[Collected data entries]
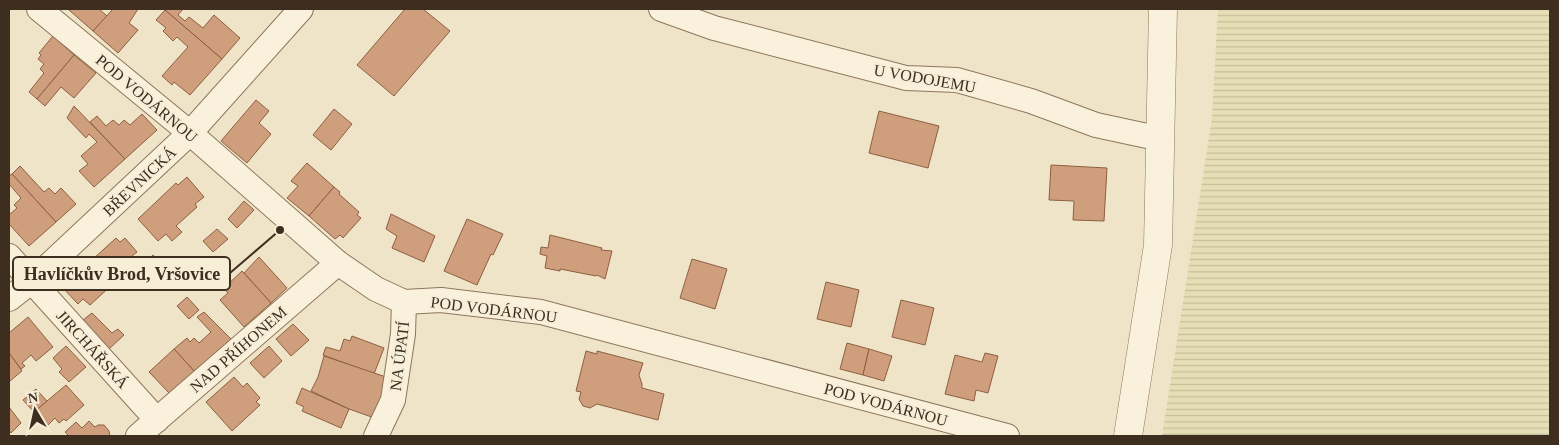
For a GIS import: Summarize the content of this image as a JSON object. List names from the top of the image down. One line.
{"streets":{"street":["U VODOJEMU","POD VODÁRNOU","BŘEVNICKÁ","JIRCHÁŘSKÁ","NAD PŘÍHONEM","NA ÚPATÍ"]},"crossings":[["POD VODÁRNOU","BŘEVNICKÁ"],["POD VODÁRNOU","NAD PŘÍHONEM"],["POD VODÁRNOU","NA ÚPATÍ"],["BŘEVNICKÁ","JIRCHÁŘSKÁ"],["JIRCHÁŘSKÁ","NAD PŘÍHONEM"]],"places":["Havlíčkův Brod, Vršovice"],"north":"top"}
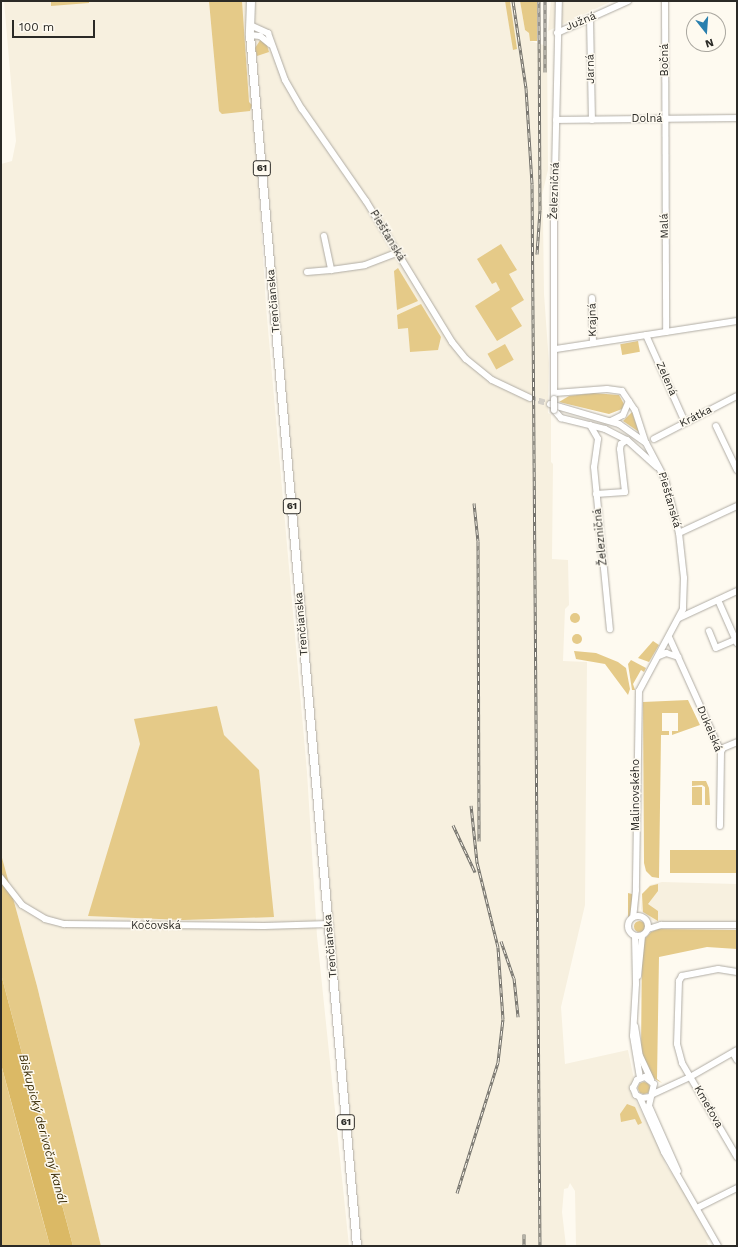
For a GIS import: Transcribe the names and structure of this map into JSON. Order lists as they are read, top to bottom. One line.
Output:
{"streets":{"main road":["61","Trenčianska"],"street":["Južná","Bočná","Jarná","Dolná","Železničná","Malá","Piešťanská","Krajná","Zelená","Krátka","Dukelská","Malinovského","Kočovská","Kmeťova"]},"crossings":[["Južná","Jarná"],["Južná","Železničná"],["Bočná","Dolná"],["Bočná","Malá"],["Jarná","Dolná"],["Dolná","Železničná"],["Dolná","Malá"],["Železničná","Piešťanská"],["Piešťanská","Trenčianska"],["Piešťanská","Dukelská"],["Piešťanská","Malinovského"],["Trenčianska","Kočovská"],["Zelená","Krátka"]],"water":["Biskupický derivačný kanál"],"scale_bar":"100 m","north":"bottom"}
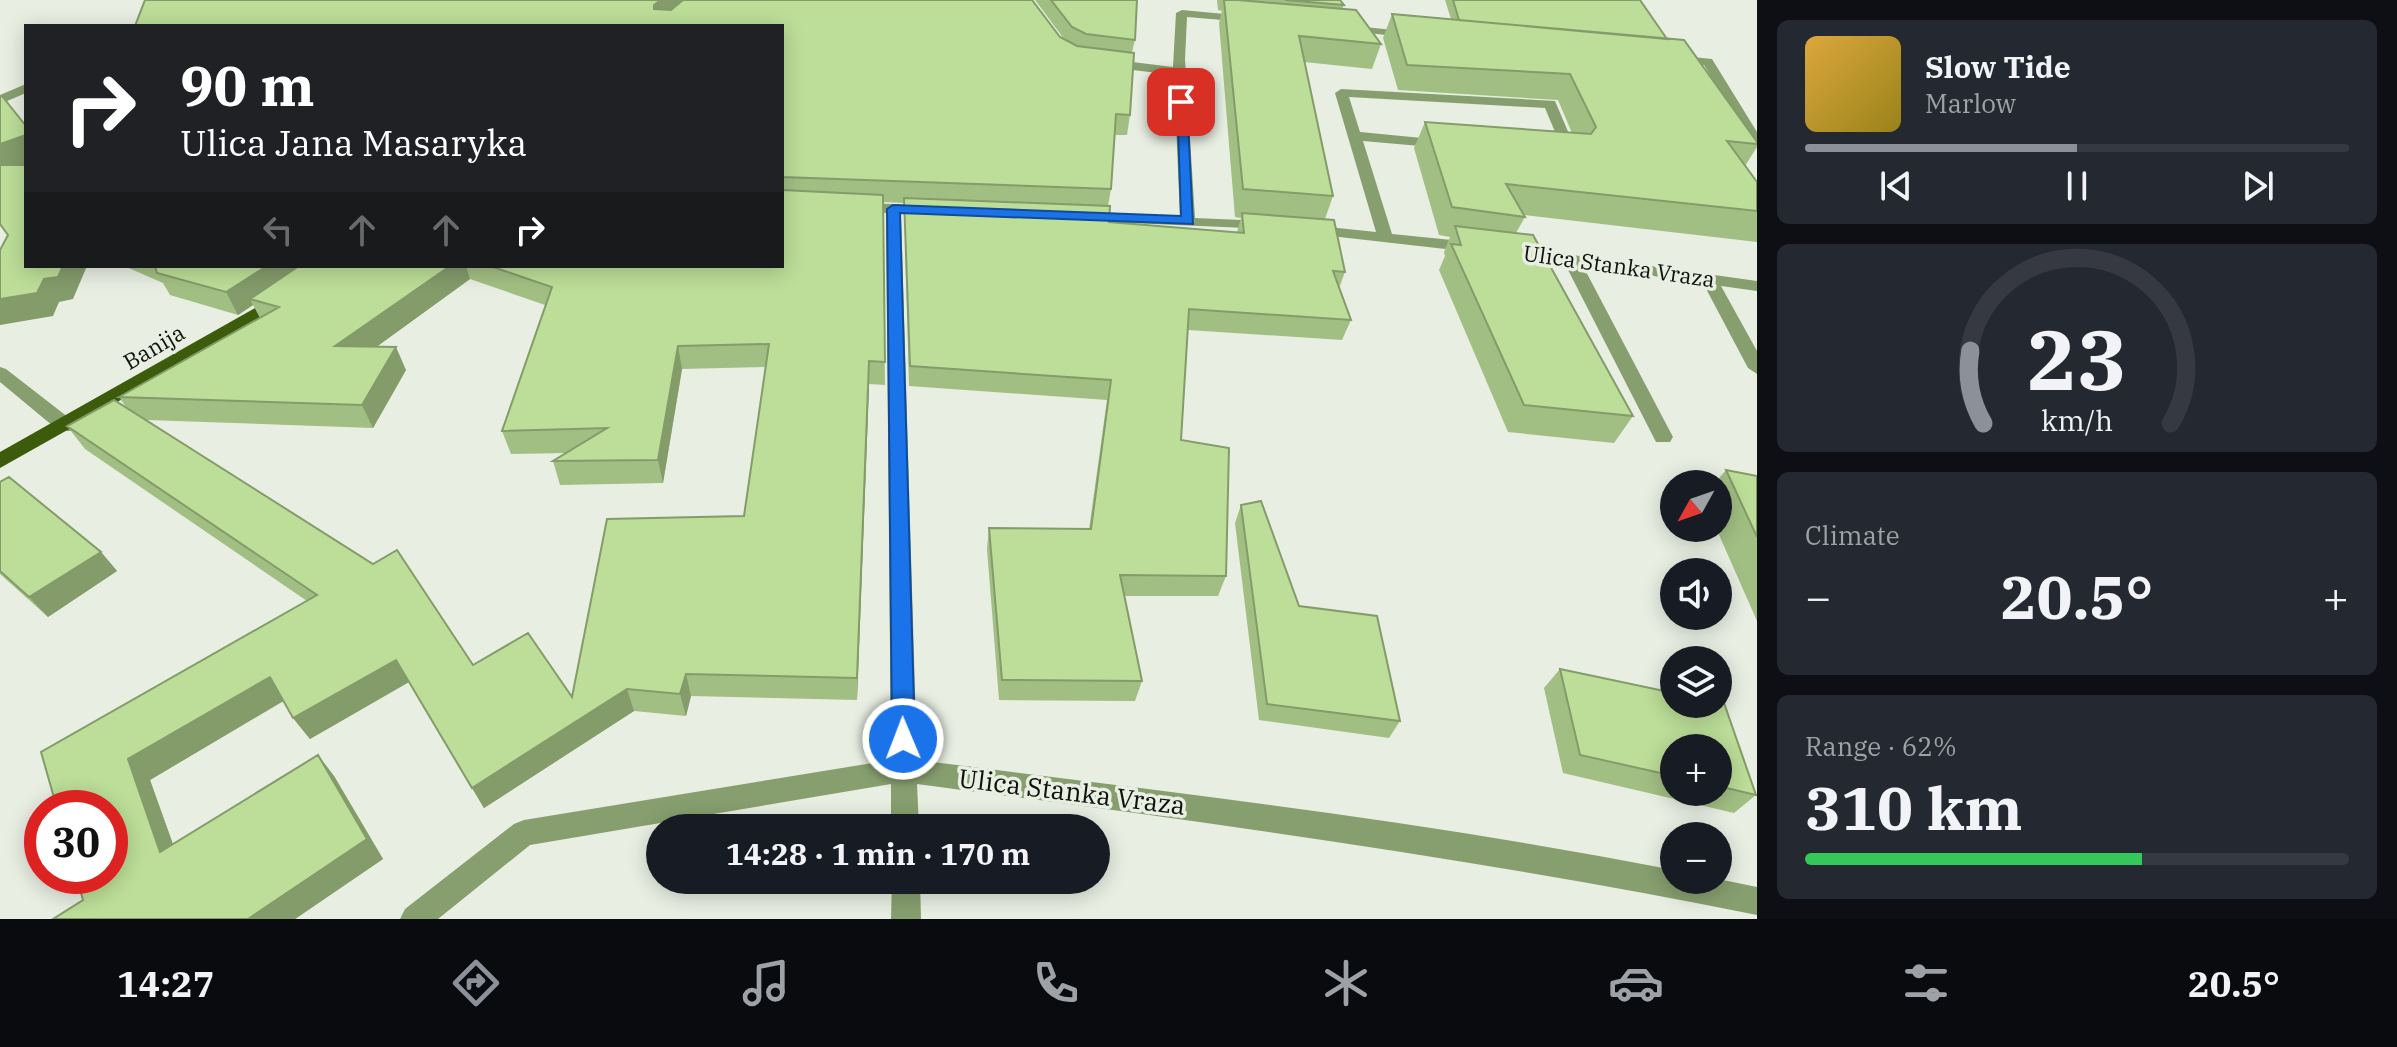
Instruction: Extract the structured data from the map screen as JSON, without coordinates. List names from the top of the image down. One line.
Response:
{"streets":{"main road":["Banija"],"street":["Ulica Stanka Vraza"]},"north":"bottom left","page":{"turn":["90 m","Ulica Jana Masaryka"],"song":["Slow Tide","Marlow"],"map_buttons":["+","−"],"tile":["Climate",["Range · 62%","310 km"]],"heat":["−","20.5°","+"],"limit":"30","trip":"14:28 · 1 min · 170 m","tabs":["14:27","20.5°"],"gauge":["23","km/h"]}}
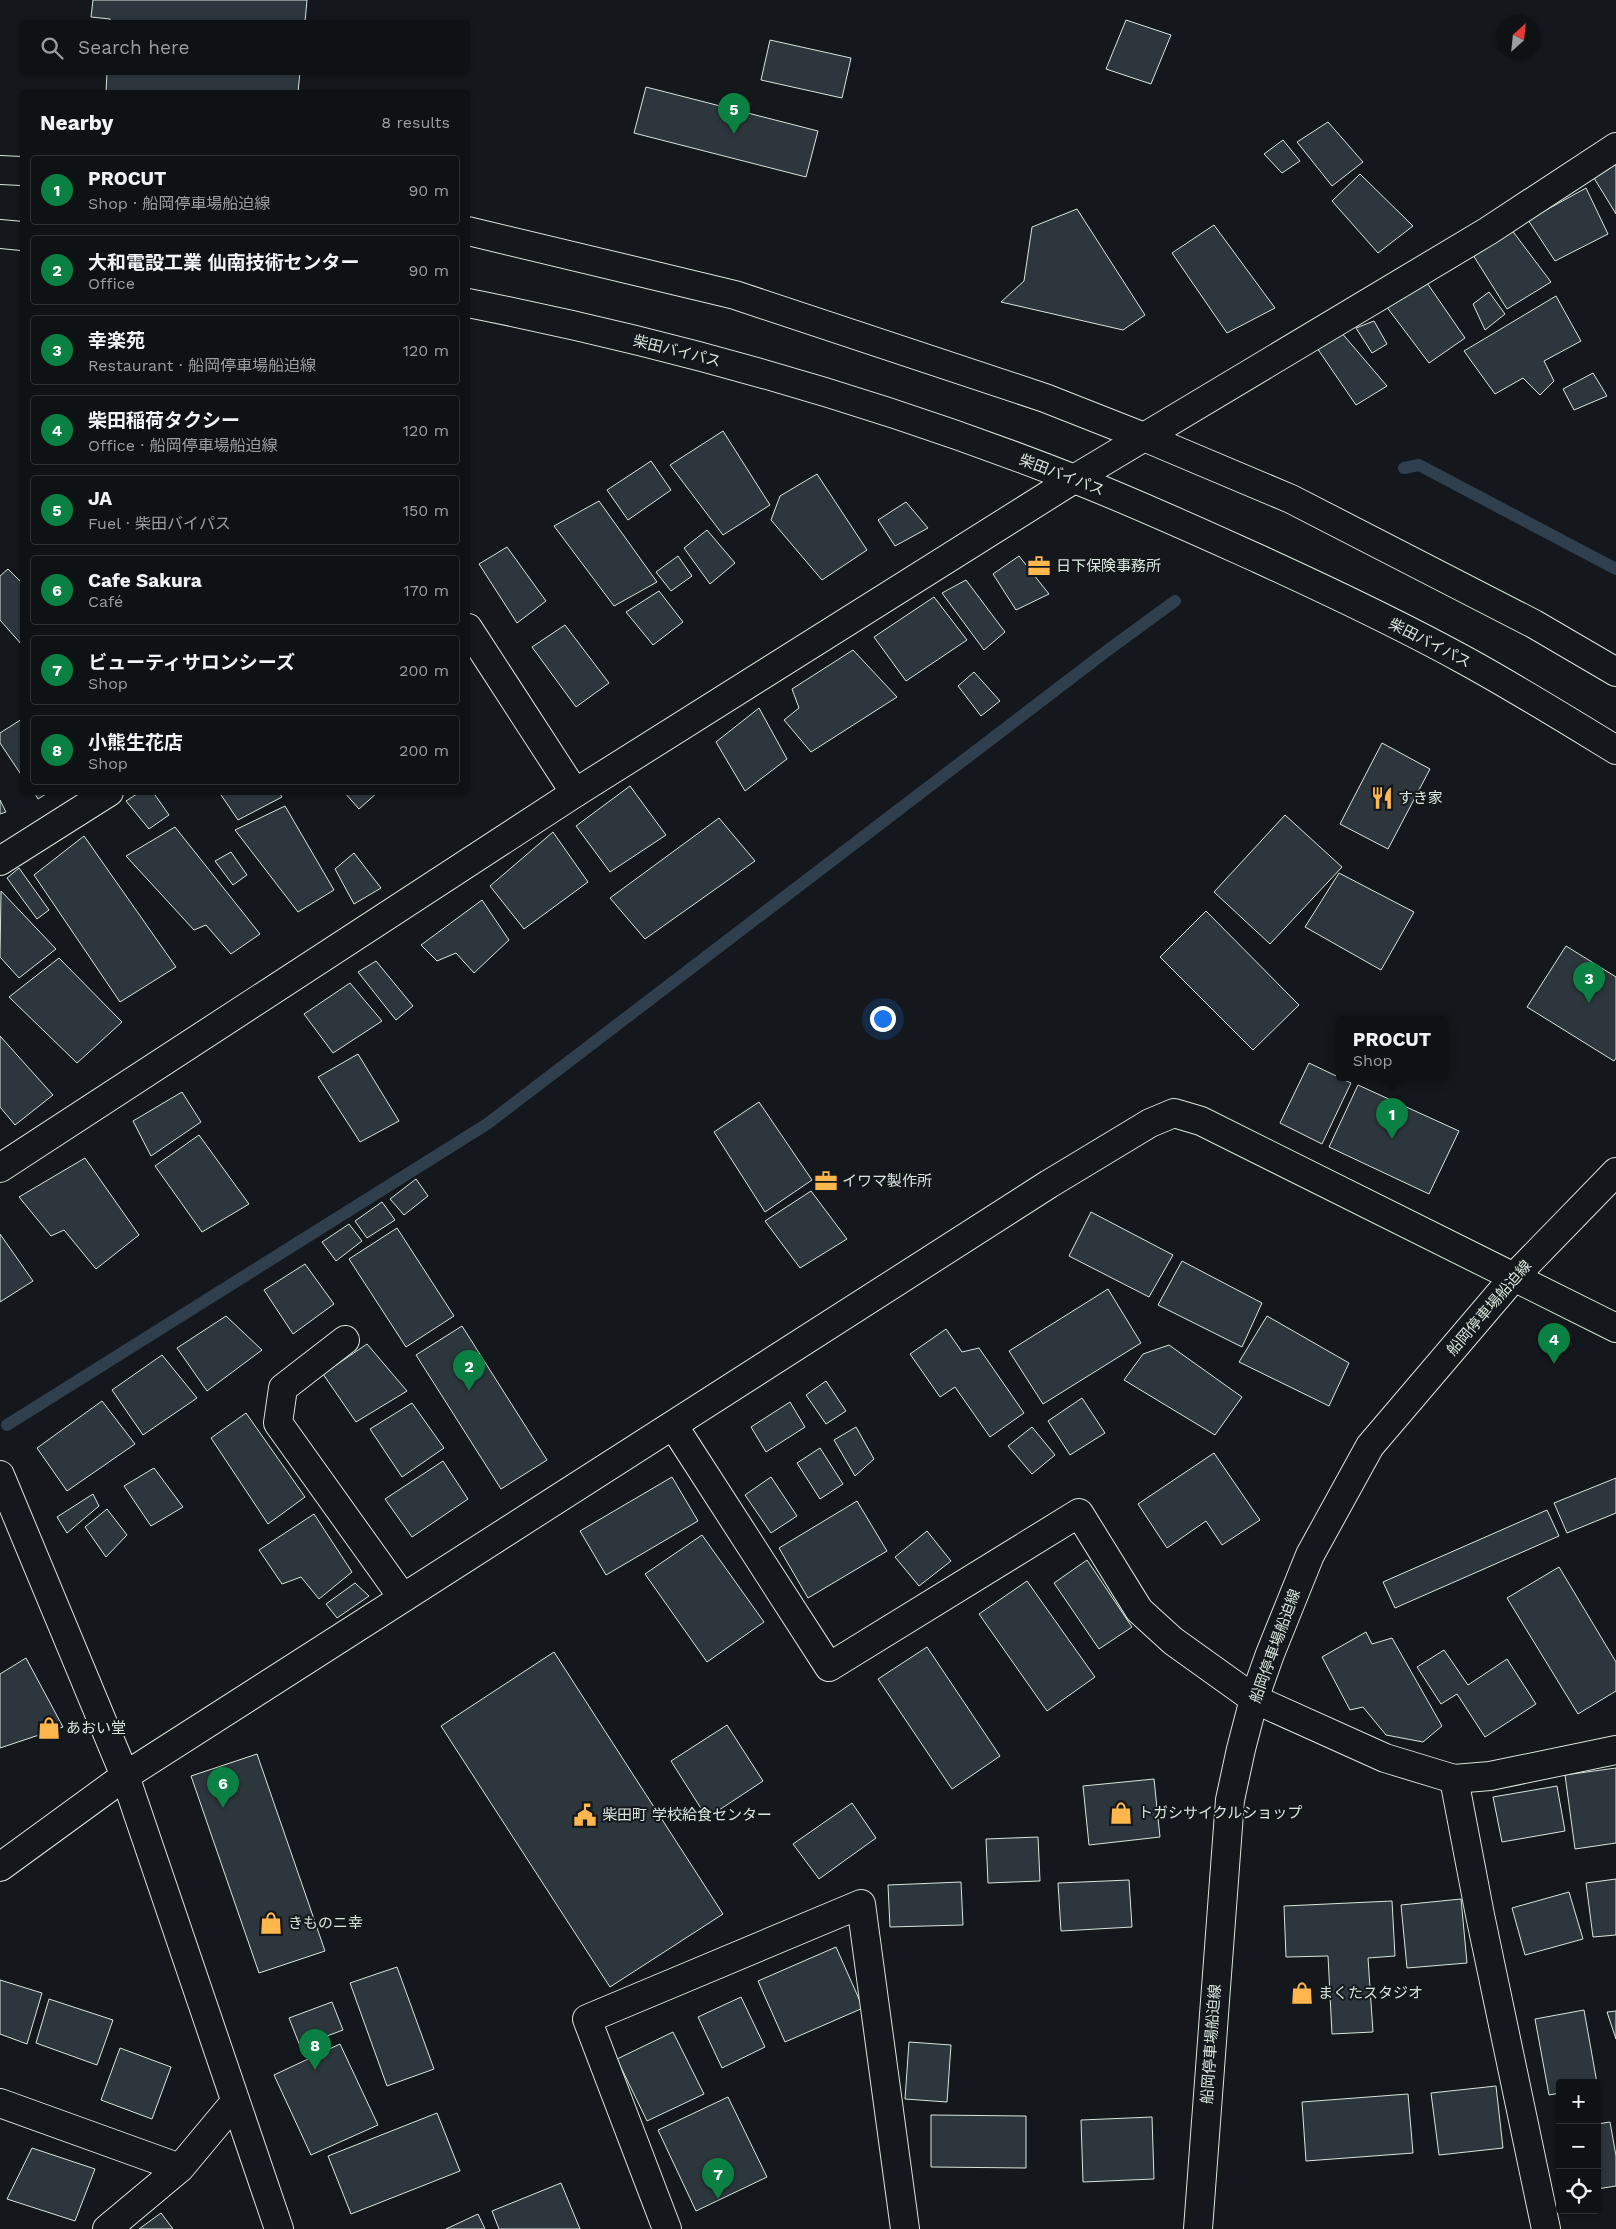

Try it ::
What you give back should be exactly the lines from the top of the data above down to and including the line with "Instruction: Extract the", minus any pictures.

Answer to the problem ::
For a GIS import: Summarize the content of this image as a JSON object. List names from the top of the image down. One line.
{"streets":{"street":["U VODOJEMU","POD VODÁRNOU","BŘEVNICKÁ","JIRCHÁŘSKÁ","NAD PŘÍHONEM","NA ÚPATÍ"]},"crossings":[["POD VODÁRNOU","BŘEVNICKÁ"],["POD VODÁRNOU","NAD PŘÍHONEM"],["POD VODÁRNOU","NA ÚPATÍ"],["BŘEVNICKÁ","JIRCHÁŘSKÁ"],["JIRCHÁŘSKÁ","NAD PŘÍHONEM"]],"places":["Havlíčkův Brod, Vršovice"],"north":"top"}
For a GIS import: Transcribe the names and structure of this map into JSON. Order lists as they are read, top to bottom. One line.
Output:
{"streets":{"main road":["61","Trenčianska"],"street":["Južná","Bočná","Jarná","Dolná","Železničná","Malá","Piešťanská","Krajná","Zelená","Krátka","Dukelská","Malinovského","Kočovská","Kmeťova"]},"crossings":[["Južná","Jarná"],["Južná","Železničná"],["Bočná","Dolná"],["Bočná","Malá"],["Jarná","Dolná"],["Dolná","Železničná"],["Dolná","Malá"],["Železničná","Piešťanská"],["Piešťanská","Trenčianska"],["Piešťanská","Dukelská"],["Piešťanská","Malinovského"],["Trenčianska","Kočovská"],["Zelená","Krátka"]],"water":["Biskupický derivačný kanál"],"scale_bar":"100 m","north":"bottom"}
Instruction: Extract the structured data from the map screen as JSON, without coordinates. List names from the top of the image down. One line.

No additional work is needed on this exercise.